Work required
Every entry in the data that follows should come back exactly, pictures aside.

Supplied information
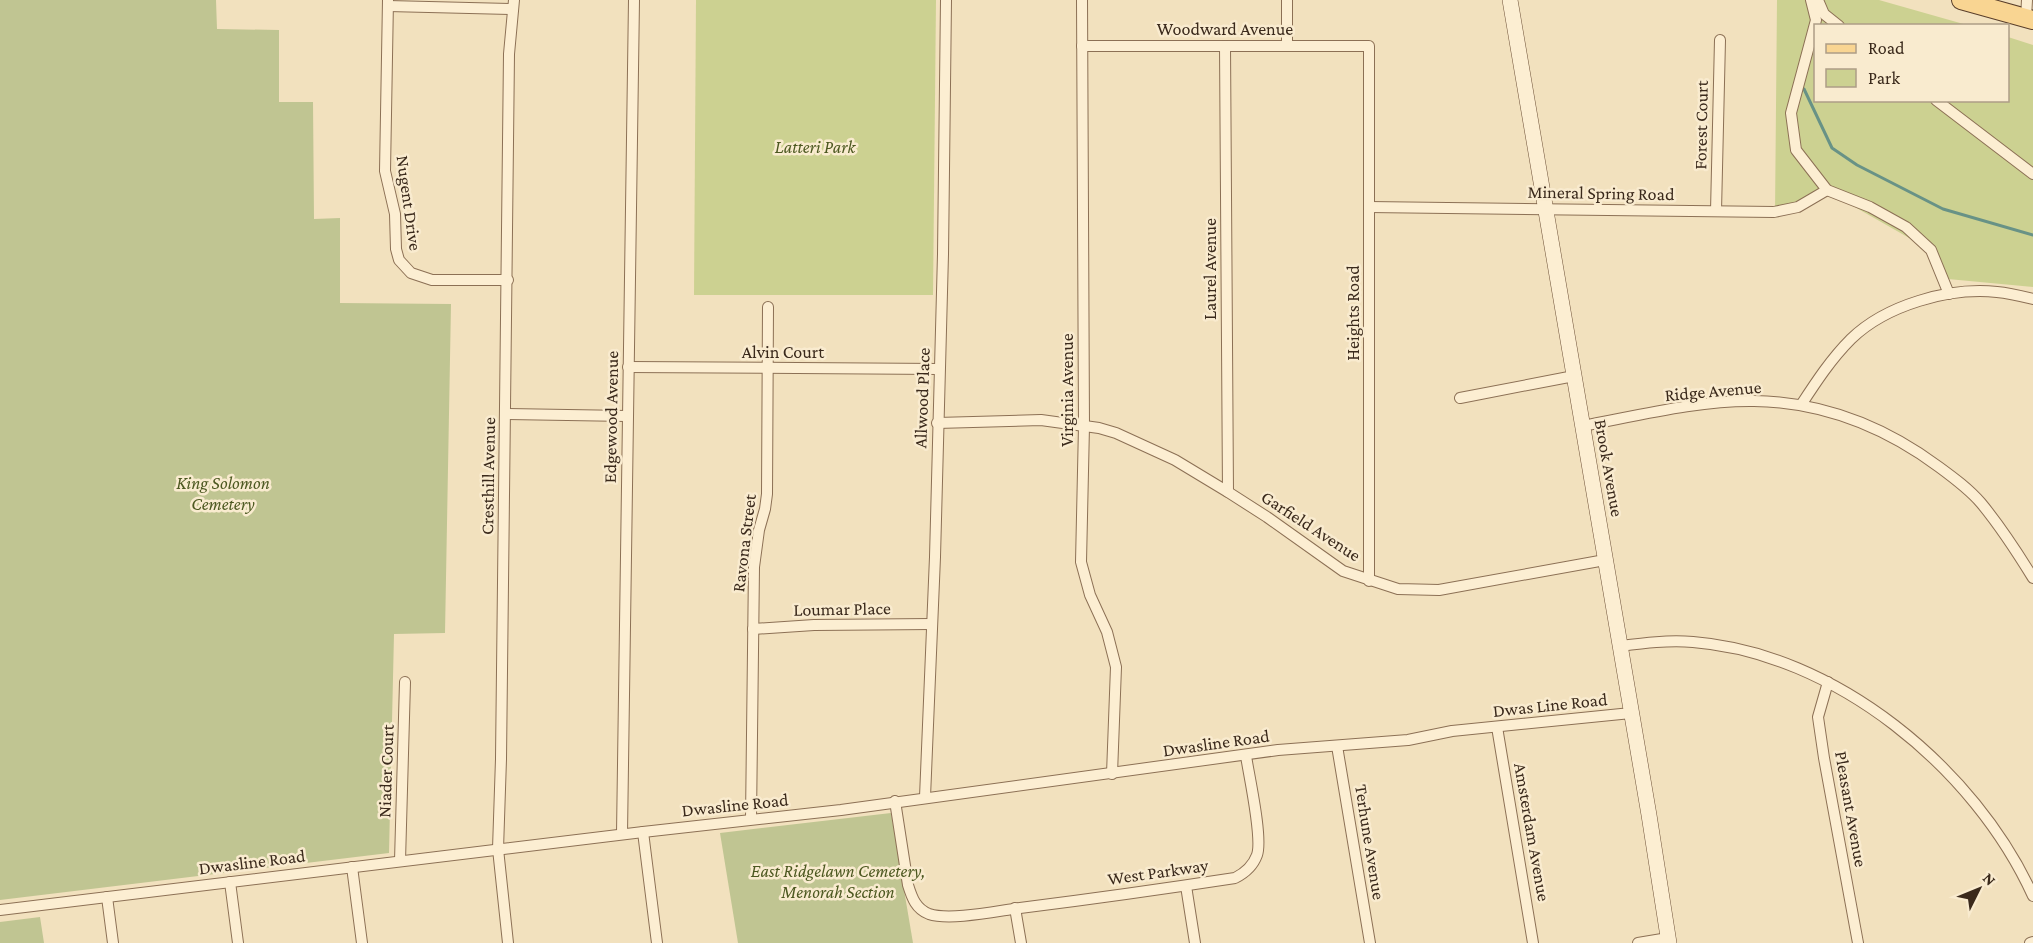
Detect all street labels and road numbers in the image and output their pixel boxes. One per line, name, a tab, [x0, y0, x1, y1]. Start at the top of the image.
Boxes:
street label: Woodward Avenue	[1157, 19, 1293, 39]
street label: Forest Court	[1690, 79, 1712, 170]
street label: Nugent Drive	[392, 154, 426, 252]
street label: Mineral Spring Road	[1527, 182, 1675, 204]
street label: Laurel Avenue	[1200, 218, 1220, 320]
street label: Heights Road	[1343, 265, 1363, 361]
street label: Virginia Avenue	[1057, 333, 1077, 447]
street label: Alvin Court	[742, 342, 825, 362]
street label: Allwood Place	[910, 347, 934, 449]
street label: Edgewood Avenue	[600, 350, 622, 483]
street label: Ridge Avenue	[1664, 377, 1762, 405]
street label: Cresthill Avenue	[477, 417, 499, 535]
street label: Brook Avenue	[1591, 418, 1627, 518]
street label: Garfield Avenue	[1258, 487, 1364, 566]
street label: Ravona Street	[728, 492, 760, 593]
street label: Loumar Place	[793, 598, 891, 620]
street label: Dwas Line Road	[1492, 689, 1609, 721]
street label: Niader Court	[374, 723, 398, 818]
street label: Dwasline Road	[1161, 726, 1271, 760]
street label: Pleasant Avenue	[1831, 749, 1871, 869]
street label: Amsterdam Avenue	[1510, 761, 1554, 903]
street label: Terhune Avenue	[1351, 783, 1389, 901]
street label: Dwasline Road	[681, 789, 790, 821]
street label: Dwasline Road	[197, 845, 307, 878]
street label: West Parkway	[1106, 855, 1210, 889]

Task response
Detect all street labels and road numbers in the image and output their pixel boxes. One per line, name, a tab, [x0, y0, x1, y1]. Start at the top of the image.
Boxes:
street label: Woodward Avenue	[1157, 19, 1293, 39]
street label: Forest Court	[1690, 79, 1712, 170]
street label: Nugent Drive	[392, 154, 426, 252]
street label: Mineral Spring Road	[1527, 182, 1675, 204]
street label: Laurel Avenue	[1200, 218, 1220, 320]
street label: Heights Road	[1343, 265, 1363, 361]
street label: Virginia Avenue	[1057, 333, 1077, 447]
street label: Alvin Court	[742, 342, 825, 362]
street label: Allwood Place	[910, 347, 934, 449]
street label: Edgewood Avenue	[600, 350, 622, 483]
street label: Ridge Avenue	[1664, 377, 1762, 405]
street label: Cresthill Avenue	[477, 417, 499, 535]
street label: Brook Avenue	[1591, 418, 1627, 518]
street label: Garfield Avenue	[1258, 487, 1364, 566]
street label: Ravona Street	[728, 492, 760, 593]
street label: Loumar Place	[793, 598, 891, 620]
street label: Dwas Line Road	[1492, 689, 1609, 721]
street label: Niader Court	[374, 723, 398, 818]
street label: Dwasline Road	[1161, 726, 1271, 760]
street label: Pleasant Avenue	[1831, 749, 1871, 869]
street label: Amsterdam Avenue	[1510, 761, 1554, 903]
street label: Terhune Avenue	[1351, 783, 1389, 901]
street label: Dwasline Road	[681, 789, 790, 821]
street label: Dwasline Road	[197, 845, 307, 878]
street label: West Parkway	[1106, 855, 1210, 889]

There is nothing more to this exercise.